I know that using model.eval() the BatchNormalization and Dropout layers have different behaviors, and in the UNet architecture there are some BatchNormalization layers. I tried to set the track_running_stats parameter to False, but nothing changes.

Currently I am using a batch size of 4 or 8, that is quite small, but I cannot use bigger values due to GPU limitation.

Here you can find a snippet of my code, inside a for loop for the epochs:

net.train()
epoch_loss = 0
for batch in train_loader:
   imgs = batch['image']
   true_masks = batch['mask']
   imgs = imgs.to(device=device, dtype=torch.float32)
   mask_type = torch.float32 if net.n_classes == 1 else torch.long
   true_masks = true_masks.to(device=device, dtype=mask_type)

   masks_pred = net(imgs)
   loss = criterion(masks_pred, true_masks.squeeze(1))
   epoch_loss += loss.item()

   optimizer.zero_grad()
   loss.backward()
   nn.utils.clip_grad_value_(net.parameters(), 0.1)
   optimizer.step()

# Validation
val_ce, val_iou = eval_net(net, model_arch, val_loader, device)

The eval_net function is defined as:

net.eval()
mask_type = torch.float32 if net.n_classes == 1 else torch.long
n_val = len(loader)
tot_ce = 0
for batch in loader:
   imgs, true_masks = batch['image'], batch['mask']
   imgs = imgs.to(device=device, dtype=torch.float32)
   true_masks = true_masks.to(device=device, dtype=mask_type)

   with torch.no_grad():
       mask_pred = net(imgs)

   tot_ce += F.cross_entropy(mask_pred, true_masks.squeeze(1)).item()
         

Any idea on the possible reason of this problem?

I don’t think this batch size is suitable for batchnorm layer. It may decrease the performance instead of increasing it. You have to remove it or maybe use other normalization layers like instance norm or layer norm.
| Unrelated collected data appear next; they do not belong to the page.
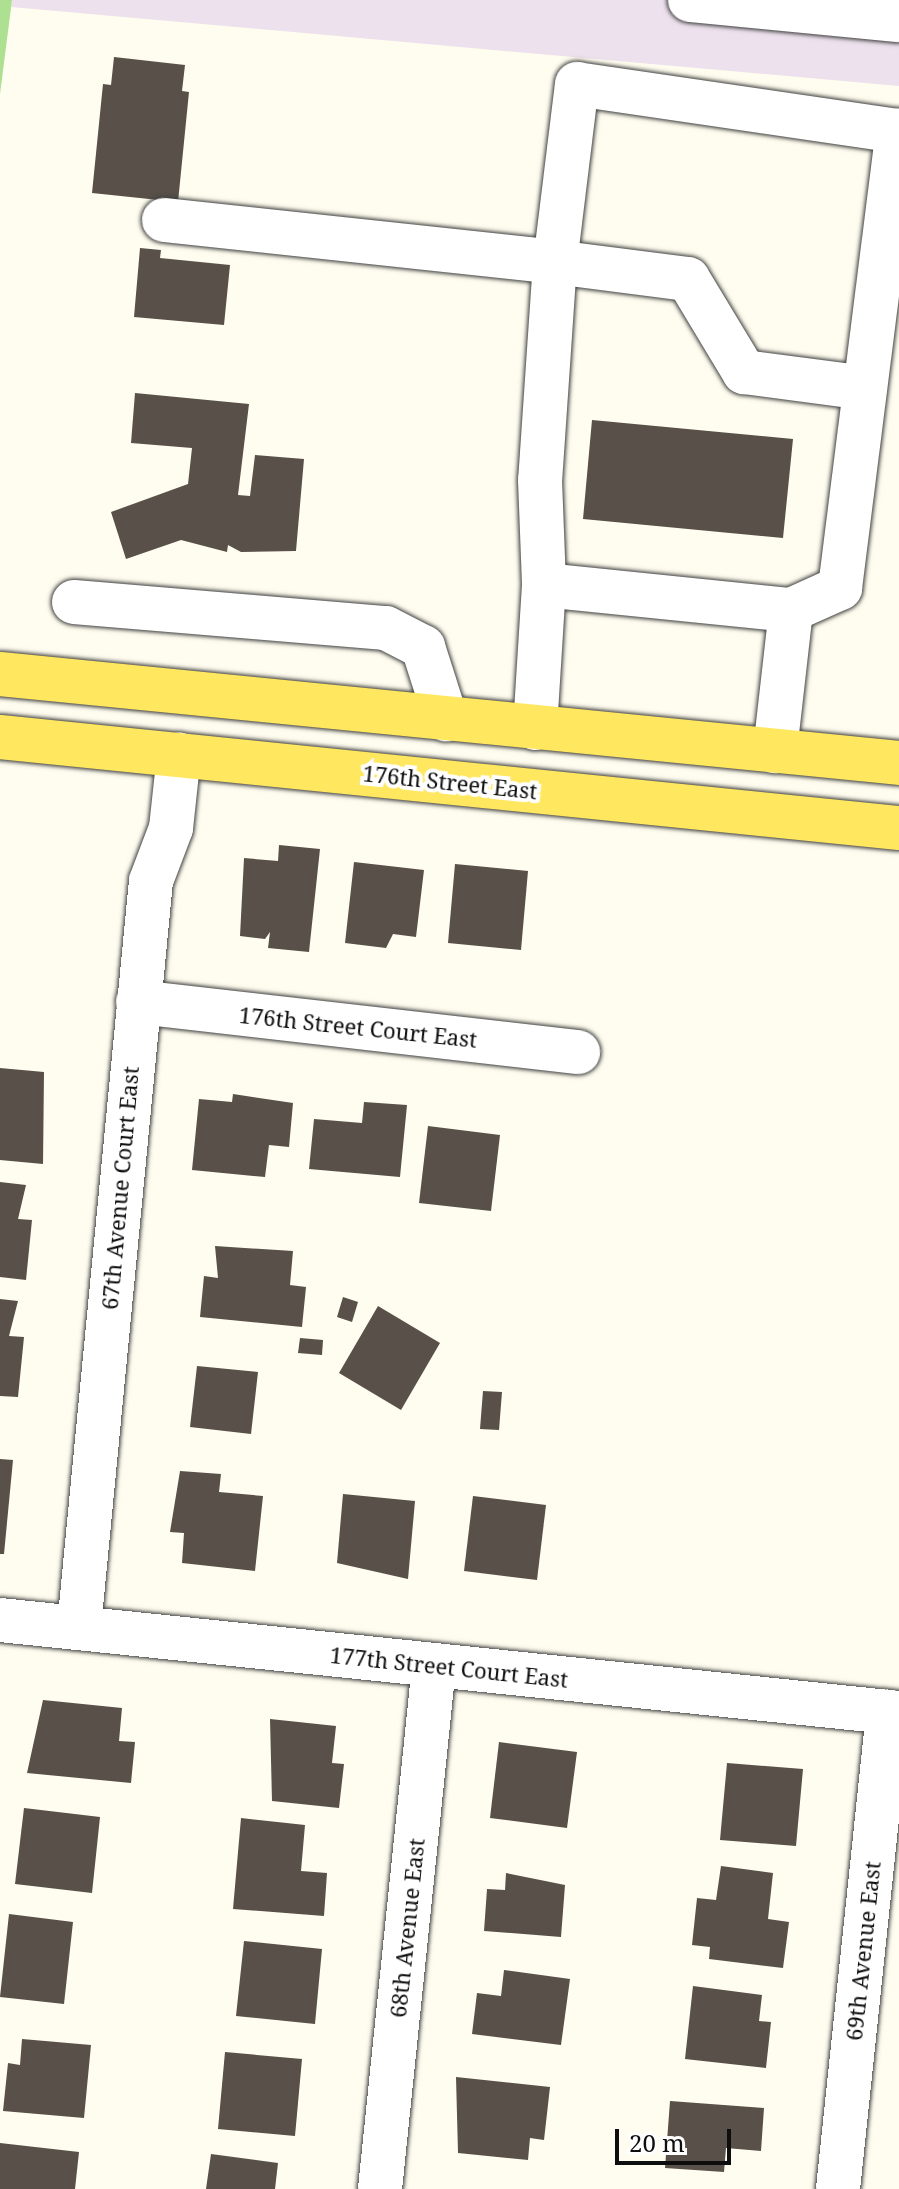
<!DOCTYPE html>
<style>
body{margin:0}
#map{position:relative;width:899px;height:2189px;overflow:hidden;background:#fffdef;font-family:"Noto Serif",serif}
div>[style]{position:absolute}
.industrial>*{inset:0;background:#ede1ed}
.forest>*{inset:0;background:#ade091}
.building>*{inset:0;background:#585049}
.roads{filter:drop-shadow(0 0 2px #414141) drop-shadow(0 0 2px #414141)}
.minor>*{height:44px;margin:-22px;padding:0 22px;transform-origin:22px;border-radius:22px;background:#fff}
.major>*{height:44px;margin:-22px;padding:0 22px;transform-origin:22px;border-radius:22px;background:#ffe75f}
span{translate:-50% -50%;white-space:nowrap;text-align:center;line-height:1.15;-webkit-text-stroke:8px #fff;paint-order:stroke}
.street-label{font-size:22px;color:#0e0e0e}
.scale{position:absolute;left:615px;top:2129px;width:116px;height:36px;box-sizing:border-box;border:4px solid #0e0e0e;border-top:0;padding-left:10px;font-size:24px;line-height:28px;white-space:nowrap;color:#0e0e0e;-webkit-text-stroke:6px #fff;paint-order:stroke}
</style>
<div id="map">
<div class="industrial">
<div style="clip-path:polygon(12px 0,899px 0,899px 86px,11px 7px)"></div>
</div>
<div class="forest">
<div style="clip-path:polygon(0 0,12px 0,0 94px)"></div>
</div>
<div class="building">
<div style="clip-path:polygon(114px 57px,185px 65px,182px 91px,189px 92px,178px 202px,92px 193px,103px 84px,111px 85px)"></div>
<div style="clip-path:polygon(140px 248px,161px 250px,160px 258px,230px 265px,224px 325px,134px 317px)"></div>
<div style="clip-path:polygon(135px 393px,249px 404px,238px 495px,250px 496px,255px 455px,304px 459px,296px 551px,241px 552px,228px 545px,227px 552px,181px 540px,126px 559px,111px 512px,188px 484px,192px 448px,131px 443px)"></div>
<div style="clip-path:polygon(592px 420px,793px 439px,783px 538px,583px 519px)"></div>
<div style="clip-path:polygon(279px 845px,320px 849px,309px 952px,268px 948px,270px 932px,265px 939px,240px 936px,244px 858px,278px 861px)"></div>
<div style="clip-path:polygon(354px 862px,424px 870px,416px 937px,393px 934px,386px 948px,345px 943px)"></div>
<div style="clip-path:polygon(455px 864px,528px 871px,521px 950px,448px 943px)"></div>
<div style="clip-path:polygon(0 1068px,44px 1072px,43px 1164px,0 1160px)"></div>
<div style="clip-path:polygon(233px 1094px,293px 1103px,289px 1147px,269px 1145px,265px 1177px,192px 1170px,199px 1099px,232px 1102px)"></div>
<div style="clip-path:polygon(364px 1102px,407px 1105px,400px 1177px,309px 1169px,314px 1119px,362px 1123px)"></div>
<div style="clip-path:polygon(428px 1126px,500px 1135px,491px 1211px,419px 1203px)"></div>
<div style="clip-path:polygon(0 1182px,26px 1185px,18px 1219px,32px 1220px,26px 1280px,0 1277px)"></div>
<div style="clip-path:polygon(215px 1246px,293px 1251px,290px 1285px,306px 1287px,302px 1327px,200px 1317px,204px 1276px,218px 1278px)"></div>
<div style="clip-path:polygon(343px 1297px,358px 1302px,352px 1322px,337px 1317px)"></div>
<div style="clip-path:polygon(0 1299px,18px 1301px,9px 1336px,24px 1337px,18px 1397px,0 1396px)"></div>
<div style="clip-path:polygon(378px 1306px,440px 1343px,401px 1410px,339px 1373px)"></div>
<div style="clip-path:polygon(300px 1338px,323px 1340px,322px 1355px,298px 1353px)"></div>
<div style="clip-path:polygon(197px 1366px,258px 1372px,251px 1434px,190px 1427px)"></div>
<div style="clip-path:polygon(483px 1391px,502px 1392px,499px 1430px,480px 1429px)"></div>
<div style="clip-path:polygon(0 1459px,13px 1460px,4px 1554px,0 1554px)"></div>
<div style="clip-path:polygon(180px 1471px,221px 1474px,219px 1492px,263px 1496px,255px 1571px,182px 1563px,184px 1533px,170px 1532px)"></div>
<div style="clip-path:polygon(343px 1494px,415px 1501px,408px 1579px,337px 1563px)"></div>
<div style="clip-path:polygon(473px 1496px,546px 1505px,537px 1580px,464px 1571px)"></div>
<div style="clip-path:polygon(43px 1700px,122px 1708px,119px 1741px,135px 1742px,131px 1783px,27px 1773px)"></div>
<div style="clip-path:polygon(270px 1719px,336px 1726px,332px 1763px,344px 1764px,339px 1808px,272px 1801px)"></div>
<div style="clip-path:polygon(499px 1742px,577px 1752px,567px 1828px,490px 1818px)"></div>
<div style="clip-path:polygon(727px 1763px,803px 1769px,796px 1846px,720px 1840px)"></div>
<div style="clip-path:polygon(24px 1808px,100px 1817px,92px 1893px,15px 1884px)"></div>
<div style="clip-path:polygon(241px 1818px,305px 1825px,301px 1871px,327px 1873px,324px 1916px,233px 1909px)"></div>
<div style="clip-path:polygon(721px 1866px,773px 1873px,768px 1919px,789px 1922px,783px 1968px,709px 1959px,710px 1947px,692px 1945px,697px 1898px,716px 1900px)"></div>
<div style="clip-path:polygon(506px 1873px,565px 1885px,561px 1937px,484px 1931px,487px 1889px,505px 1890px)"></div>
<div style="clip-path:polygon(9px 1914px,73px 1922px,64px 2004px,0 1997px)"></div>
<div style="clip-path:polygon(244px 1941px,322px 1949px,315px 2024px,236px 2016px)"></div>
<div style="clip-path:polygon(504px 1970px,570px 1979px,561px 2045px,472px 2034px,477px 1993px,501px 1996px)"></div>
<div style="clip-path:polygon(693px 1986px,762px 1995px,759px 2021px,771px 2022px,766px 2068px,685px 2059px)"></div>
<div style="clip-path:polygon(22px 2039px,91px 2045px,84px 2118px,3px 2111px,8px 2063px,20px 2065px)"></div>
<div style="clip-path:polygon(225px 2052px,302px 2059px,295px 2136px,218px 2129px)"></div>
<div style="clip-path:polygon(456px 2077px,550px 2087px,544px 2140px,530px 2138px,528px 2160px,458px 2153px)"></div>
<div style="clip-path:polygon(670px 2101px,764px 2108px,761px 2151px,726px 2148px,724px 2172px,665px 2168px)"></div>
<div style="clip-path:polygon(0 2143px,79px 2152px,75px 2189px,0 2189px)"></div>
<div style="clip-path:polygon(211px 2154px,278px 2163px,275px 2189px,206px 2189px)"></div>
</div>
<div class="roads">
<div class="minor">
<div style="left:690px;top:0;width:210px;rotate:5.5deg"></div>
<div style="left:164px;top:220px;width:393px;rotate:6.1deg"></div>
<div style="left:555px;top:262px;width:219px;rotate:93.9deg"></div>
<div style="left:540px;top:480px;width:105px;rotate:87.8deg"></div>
<div style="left:74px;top:602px;width:313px;rotate:4.8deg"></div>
<div style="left:386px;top:628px;width:42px;rotate:27.2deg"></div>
<div style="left:423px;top:647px;width:76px;rotate:72.3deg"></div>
<div style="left:791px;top:610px;width:54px;rotate:-24.2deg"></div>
<div style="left:840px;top:588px;width:461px;rotate:-82.8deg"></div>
<div style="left:898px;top:131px;width:324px;rotate:-171.7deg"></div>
<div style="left:577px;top:84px;width:179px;rotate:97deg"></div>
<div style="left:555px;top:262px;width:134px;rotate:7.3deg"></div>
<div style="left:688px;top:279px;width:109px;rotate:58.9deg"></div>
<div style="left:744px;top:372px;width:122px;rotate:7.5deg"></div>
<div style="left:535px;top:728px;width:143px;rotate:-86.4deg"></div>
<div style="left:544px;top:585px;width:248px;rotate:5.8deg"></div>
<div style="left:791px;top:610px;width:142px;rotate:96.5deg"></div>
<div style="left:138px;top:1002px;width:443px;rotate:6.5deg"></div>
<div style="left:0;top:1620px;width:904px;rotate:5.91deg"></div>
<div style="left:79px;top:1627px;width:749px;rotate:-84.49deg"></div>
<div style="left:151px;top:881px;width:57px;rotate:-69.3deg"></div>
<div style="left:171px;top:828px;width:74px;rotate:-83.8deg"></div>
<div style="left:380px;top:2189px;width:526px;rotate:-84.11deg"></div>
<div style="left:838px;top:2189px;width:480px;rotate:-84deg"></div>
</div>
<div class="major">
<div style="left:0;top:674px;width:903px;rotate:5.65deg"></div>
<div style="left:0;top:737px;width:904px;rotate:5.78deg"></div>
</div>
</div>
<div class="street-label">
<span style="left:450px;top:782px;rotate:6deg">176th Street East</span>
<span style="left:358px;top:1027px;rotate:6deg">176th Street Court East</span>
<span style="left:120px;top:1188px;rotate:-85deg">67th Avenue Court East</span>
<span style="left:449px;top:1667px;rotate:6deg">177th Street Court East</span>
<span style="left:407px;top:1928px;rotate:-84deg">68th Avenue East</span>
<span style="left:863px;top:1951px;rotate:-84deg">69th Avenue East</span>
</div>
<div class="scale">20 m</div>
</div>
Ok thanks, which is a minimum batch size suitable for BN in your opinion?

I usually try to use as bigger as possible. 512, 1024, 2048. It needs high gpu memory. But I have the same problem as yours when I work on my laptop. I just remove the batch-norm to avoid that.

Ok, I tried (using another environment) a batch size of 32, that seems quite good in order to guarantee robustness of means and variances. Anyway the problem occurs even in this case. It seems a bit strange…I cannot use BN unless I have a big cluster.
Which other kind of normalization do you suggest?

Did you test without normalization? To see if it works or not. Sometime it works quite good without BN.

I also find this problem happened if you donot carefully normalize your dataset. If the mean and std is large different in mini-batch, the model.train() performance will much better than model.eval() due to batchNormalization. The way to solve it is normlize the whole dataset to mean = 0, sted = 1.

I have alse met this problem. Who can give me some suggestions? Thanks!

I have a specialized case where I load in an ONNX model with weights and use the onnx2torch library to convert this network to pytorch format before training and validation. I noticed the same issue with model.eval(), and the only thing that fixed it for me was to upgrade the “opset version” of the ONNX network (pre-conversion using the onnx2torch library) to version 13.

I started with my network in Matlab as a .mat file, and used exportONNXNetwork(net, filename, OpsetVersion = 13) to accomplish this. Then went about loading the onnx model into pytorch and converting to the pytorch format. Now, model.eval() does not hinder performance in validation at all.

This was a frustrating problem to have so I hope this solution is helpful beyond my particular application! Maybe there is some analog to OpsetVersion even if you are not dealing with ONNX like I am.